● **Work to complete**
Each line of the data below that holds the word "note" is to be reported in full.

● **Input records**
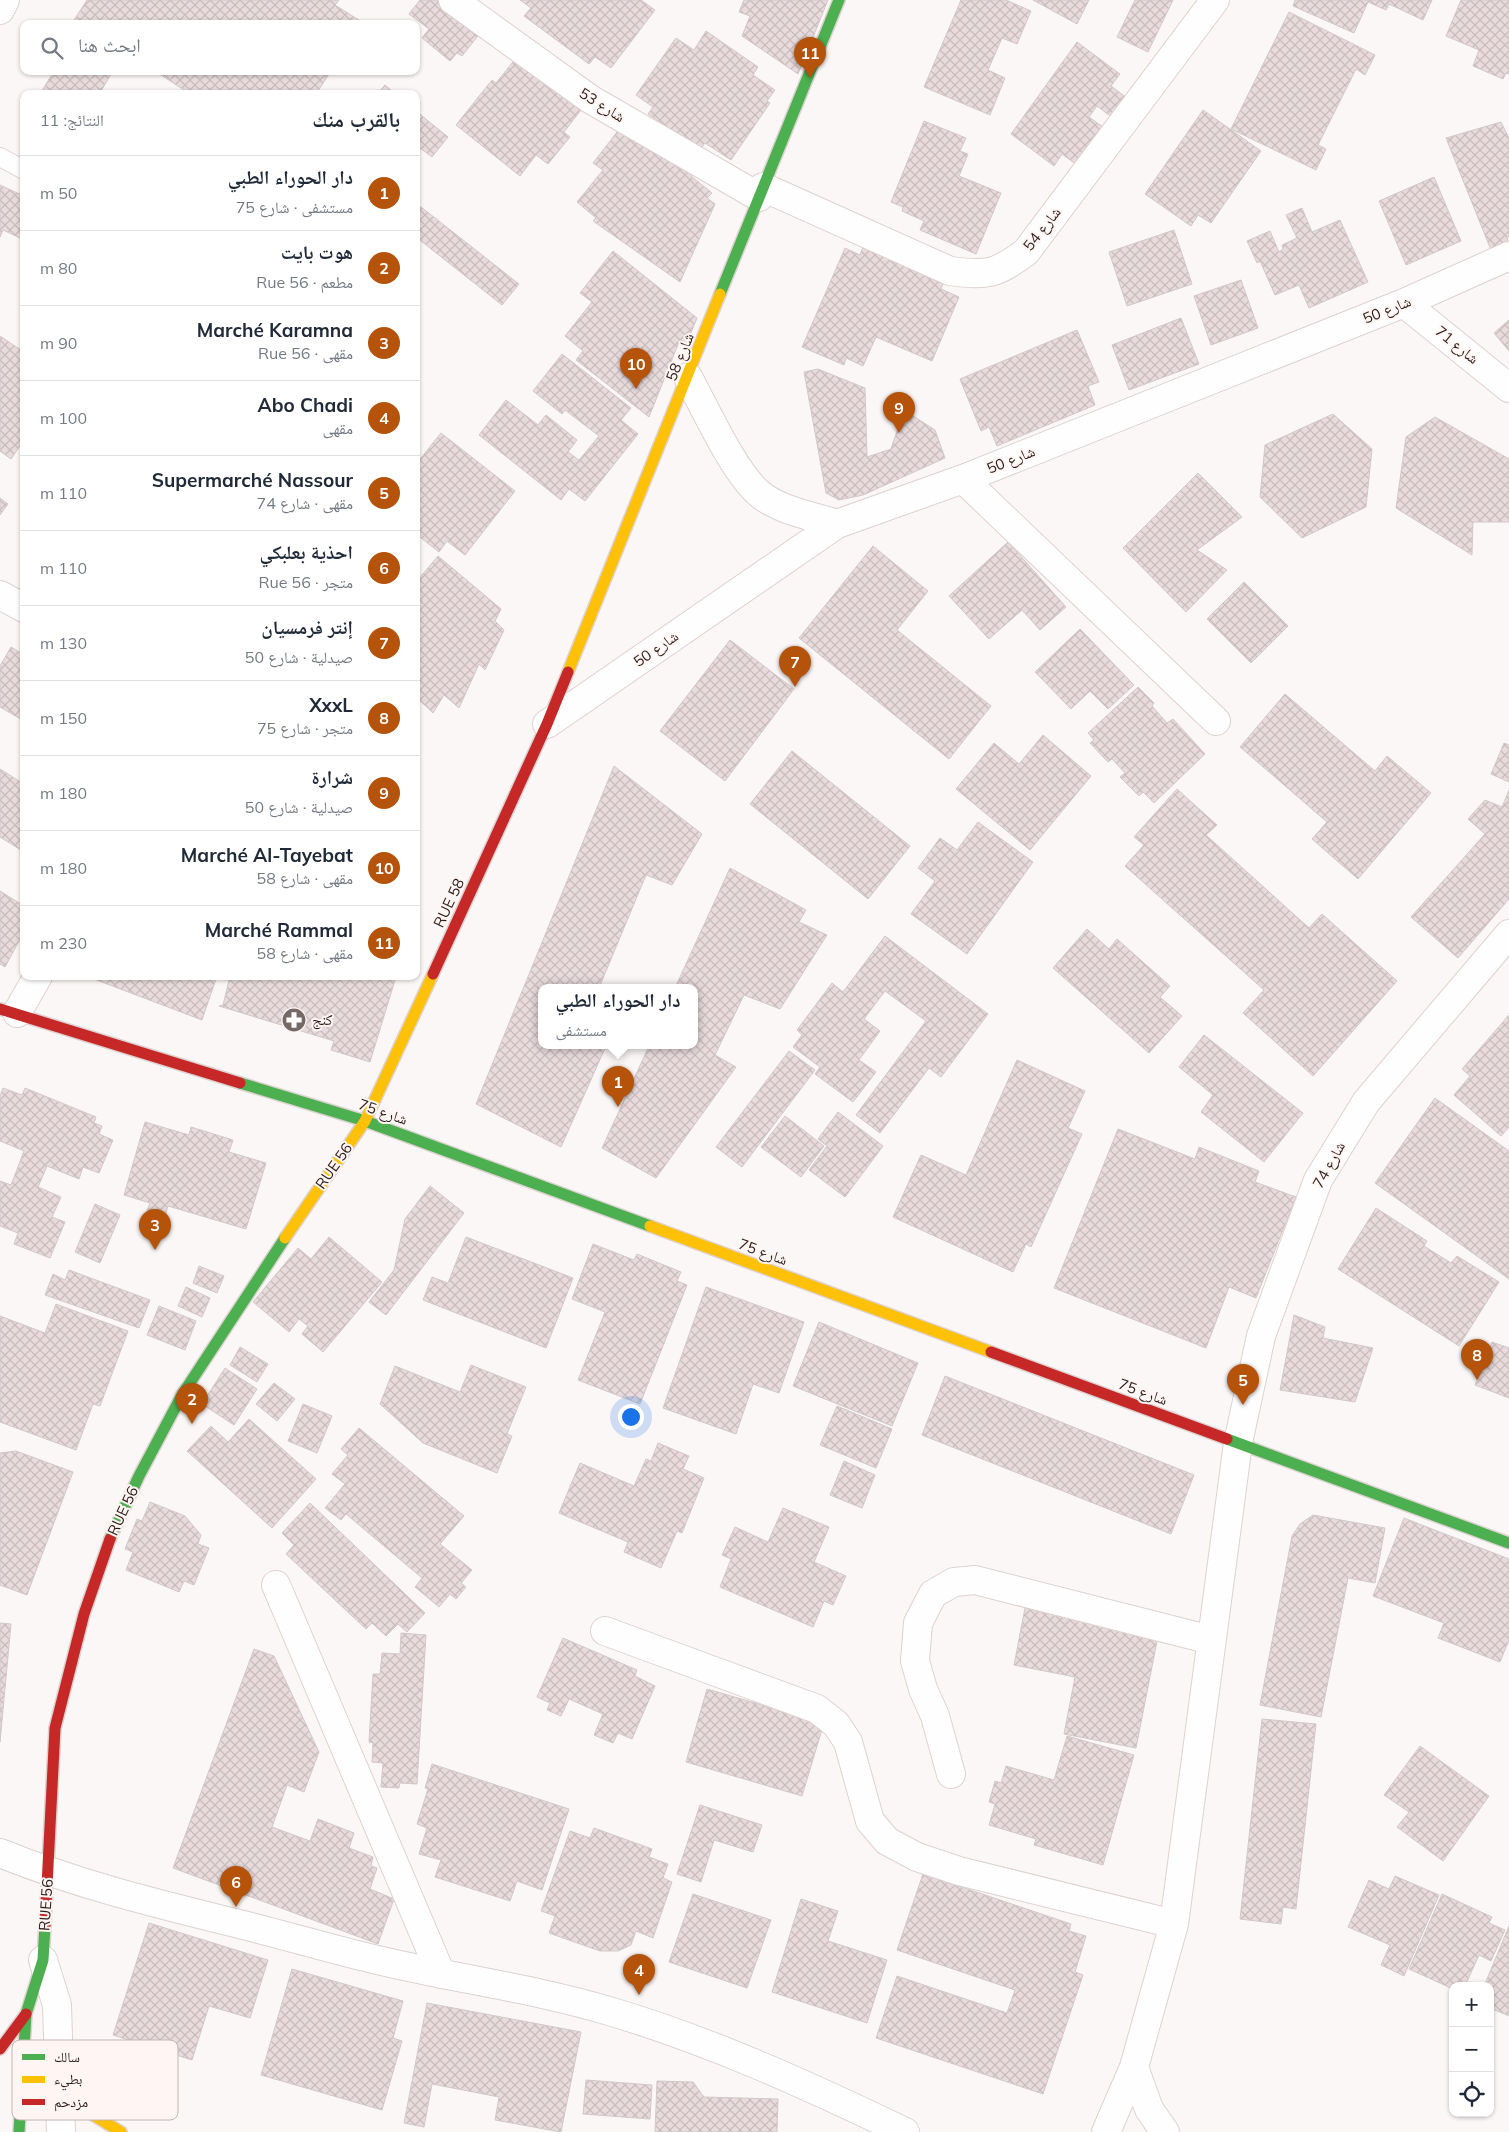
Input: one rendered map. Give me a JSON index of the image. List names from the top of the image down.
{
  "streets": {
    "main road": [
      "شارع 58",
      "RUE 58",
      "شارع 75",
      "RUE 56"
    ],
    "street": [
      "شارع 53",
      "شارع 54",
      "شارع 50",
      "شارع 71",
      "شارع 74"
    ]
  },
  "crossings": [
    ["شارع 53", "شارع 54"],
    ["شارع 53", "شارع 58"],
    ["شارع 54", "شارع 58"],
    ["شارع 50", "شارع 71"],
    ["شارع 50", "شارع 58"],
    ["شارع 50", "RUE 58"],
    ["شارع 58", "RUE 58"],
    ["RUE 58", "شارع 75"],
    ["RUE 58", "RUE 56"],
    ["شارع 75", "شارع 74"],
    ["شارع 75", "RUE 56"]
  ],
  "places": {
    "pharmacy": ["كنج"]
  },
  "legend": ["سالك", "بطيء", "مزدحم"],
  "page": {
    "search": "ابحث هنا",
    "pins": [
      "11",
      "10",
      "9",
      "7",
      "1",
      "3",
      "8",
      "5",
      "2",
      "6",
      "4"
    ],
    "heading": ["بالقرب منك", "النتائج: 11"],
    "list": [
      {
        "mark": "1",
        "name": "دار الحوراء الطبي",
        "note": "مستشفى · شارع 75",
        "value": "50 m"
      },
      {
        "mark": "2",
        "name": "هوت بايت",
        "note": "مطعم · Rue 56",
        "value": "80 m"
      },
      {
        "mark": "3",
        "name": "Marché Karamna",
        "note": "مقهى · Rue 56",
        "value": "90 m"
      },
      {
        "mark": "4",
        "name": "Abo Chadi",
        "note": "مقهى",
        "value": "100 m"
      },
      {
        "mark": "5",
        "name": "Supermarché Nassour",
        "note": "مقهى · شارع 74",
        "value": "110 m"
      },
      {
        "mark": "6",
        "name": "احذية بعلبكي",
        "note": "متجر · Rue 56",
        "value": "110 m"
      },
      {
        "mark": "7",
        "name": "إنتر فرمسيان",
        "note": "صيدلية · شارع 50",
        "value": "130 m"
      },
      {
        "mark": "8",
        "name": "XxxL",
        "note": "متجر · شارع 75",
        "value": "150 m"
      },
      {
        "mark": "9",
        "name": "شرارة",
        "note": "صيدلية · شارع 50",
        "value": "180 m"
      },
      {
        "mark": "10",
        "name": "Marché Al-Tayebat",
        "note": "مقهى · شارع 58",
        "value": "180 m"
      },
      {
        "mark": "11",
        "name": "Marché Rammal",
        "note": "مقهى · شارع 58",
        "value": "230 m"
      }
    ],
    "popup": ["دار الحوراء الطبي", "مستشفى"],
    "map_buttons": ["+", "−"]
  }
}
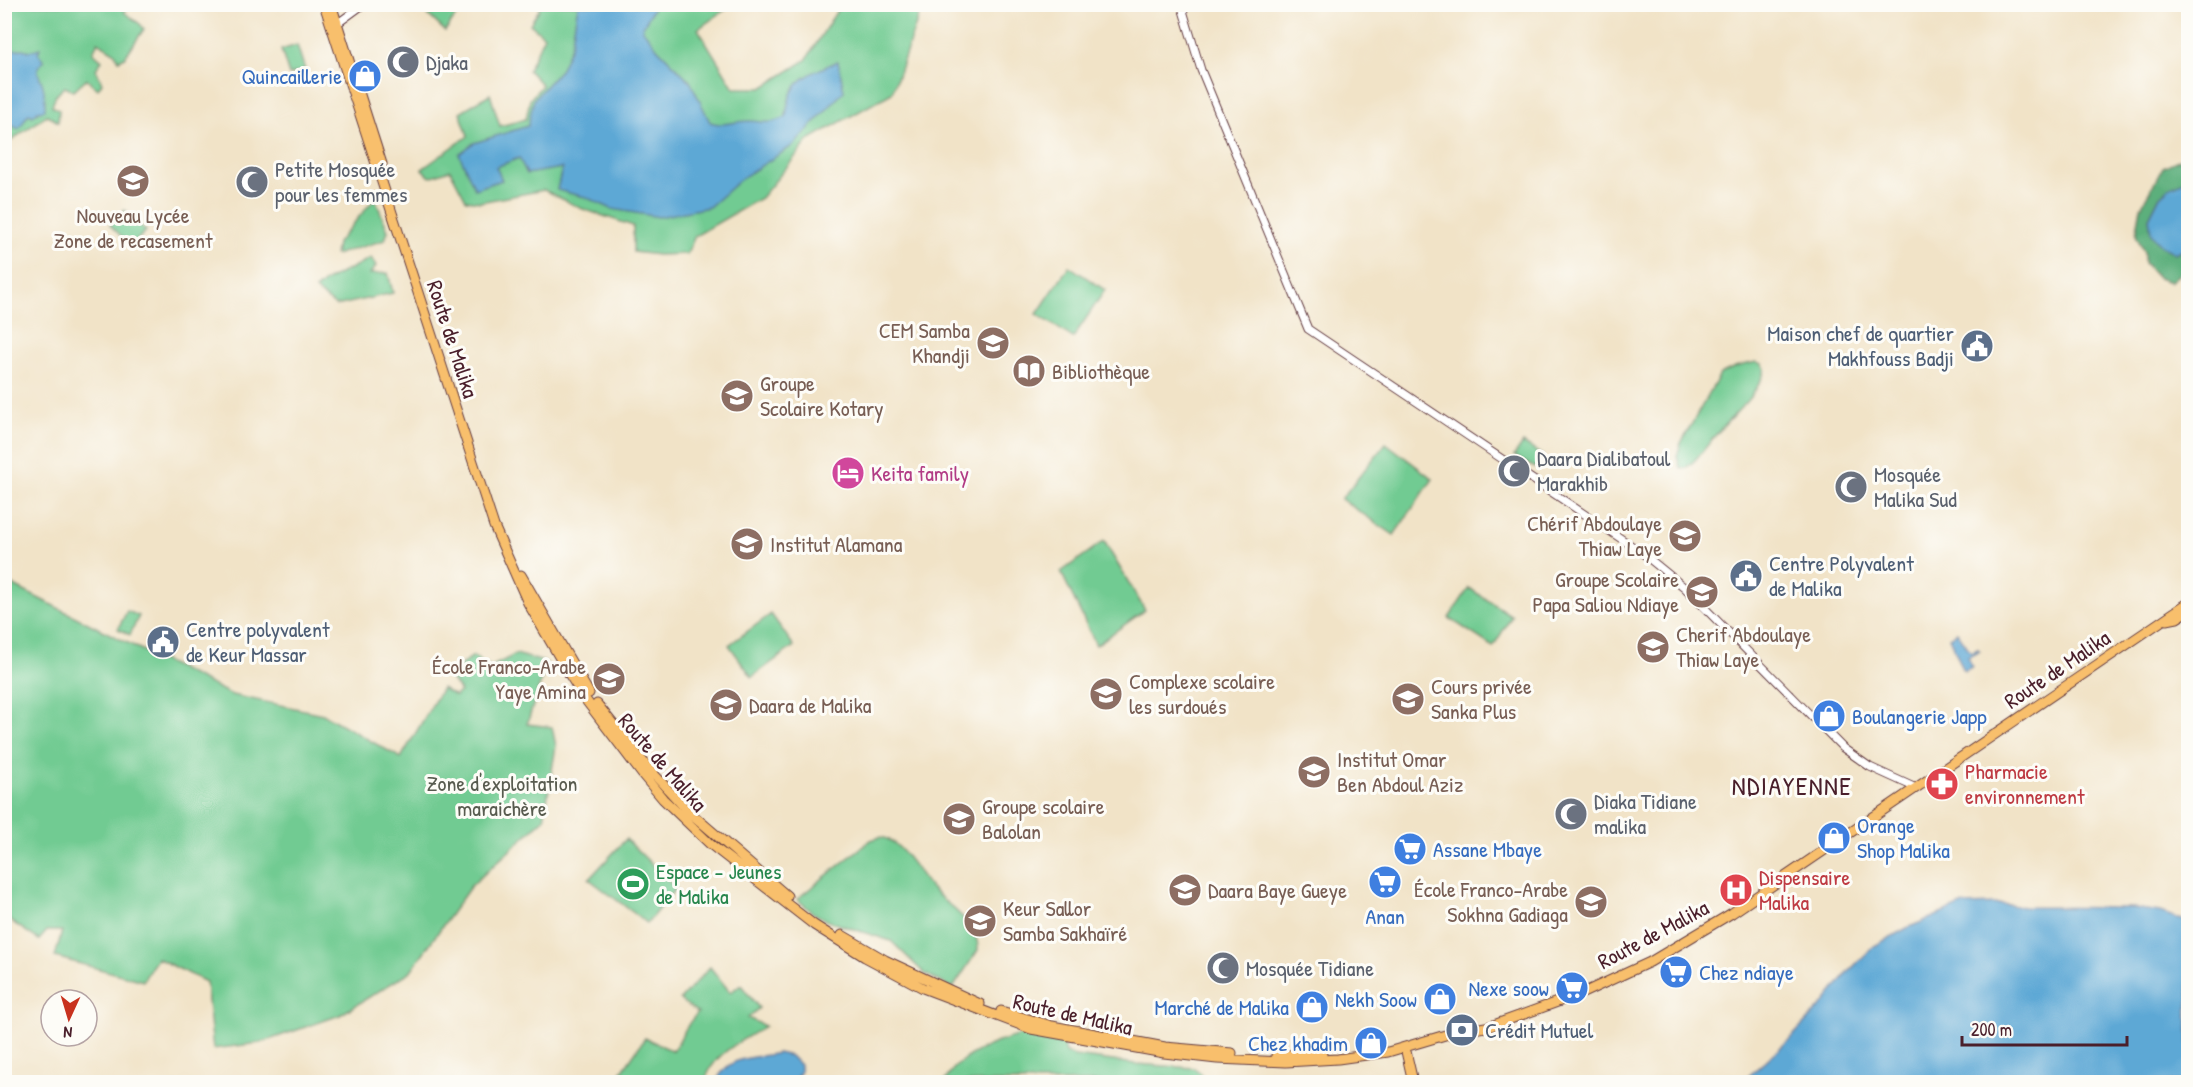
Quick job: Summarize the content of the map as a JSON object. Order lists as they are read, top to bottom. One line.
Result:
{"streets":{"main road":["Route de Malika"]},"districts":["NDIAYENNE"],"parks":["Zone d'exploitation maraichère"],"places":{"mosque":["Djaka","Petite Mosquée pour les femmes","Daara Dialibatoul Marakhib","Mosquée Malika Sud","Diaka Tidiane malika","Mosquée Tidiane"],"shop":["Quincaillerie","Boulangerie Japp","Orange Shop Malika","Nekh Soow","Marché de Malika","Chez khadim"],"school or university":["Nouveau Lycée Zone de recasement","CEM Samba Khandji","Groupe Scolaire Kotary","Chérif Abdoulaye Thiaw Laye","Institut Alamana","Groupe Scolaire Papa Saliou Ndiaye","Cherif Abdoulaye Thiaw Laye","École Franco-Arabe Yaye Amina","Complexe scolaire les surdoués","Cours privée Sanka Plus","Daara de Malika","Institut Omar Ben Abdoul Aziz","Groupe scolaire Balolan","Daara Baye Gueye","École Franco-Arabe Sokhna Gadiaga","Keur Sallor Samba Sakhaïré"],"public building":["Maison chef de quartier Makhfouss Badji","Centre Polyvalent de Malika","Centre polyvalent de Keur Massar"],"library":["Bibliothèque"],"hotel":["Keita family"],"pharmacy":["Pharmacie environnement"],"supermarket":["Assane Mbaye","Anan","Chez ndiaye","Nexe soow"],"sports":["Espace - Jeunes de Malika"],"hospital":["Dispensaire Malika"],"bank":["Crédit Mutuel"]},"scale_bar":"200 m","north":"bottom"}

● **Completed exercise**
        "note": "مستشفى · شارع 75",
        "note": "مطعم · Rue 56",
        "note": "مقهى · Rue 56",
        "note": "مقهى",
        "note": "مقهى · شارع 74",
        "note": "متجر · Rue 56",
        "note": "صيدلية · شارع 50",
        "note": "متجر · شارع 75",
        "note": "صيدلية · شارع 50",
        "note": "مقهى · شارع 58",
        "note": "مقهى · شارع 58",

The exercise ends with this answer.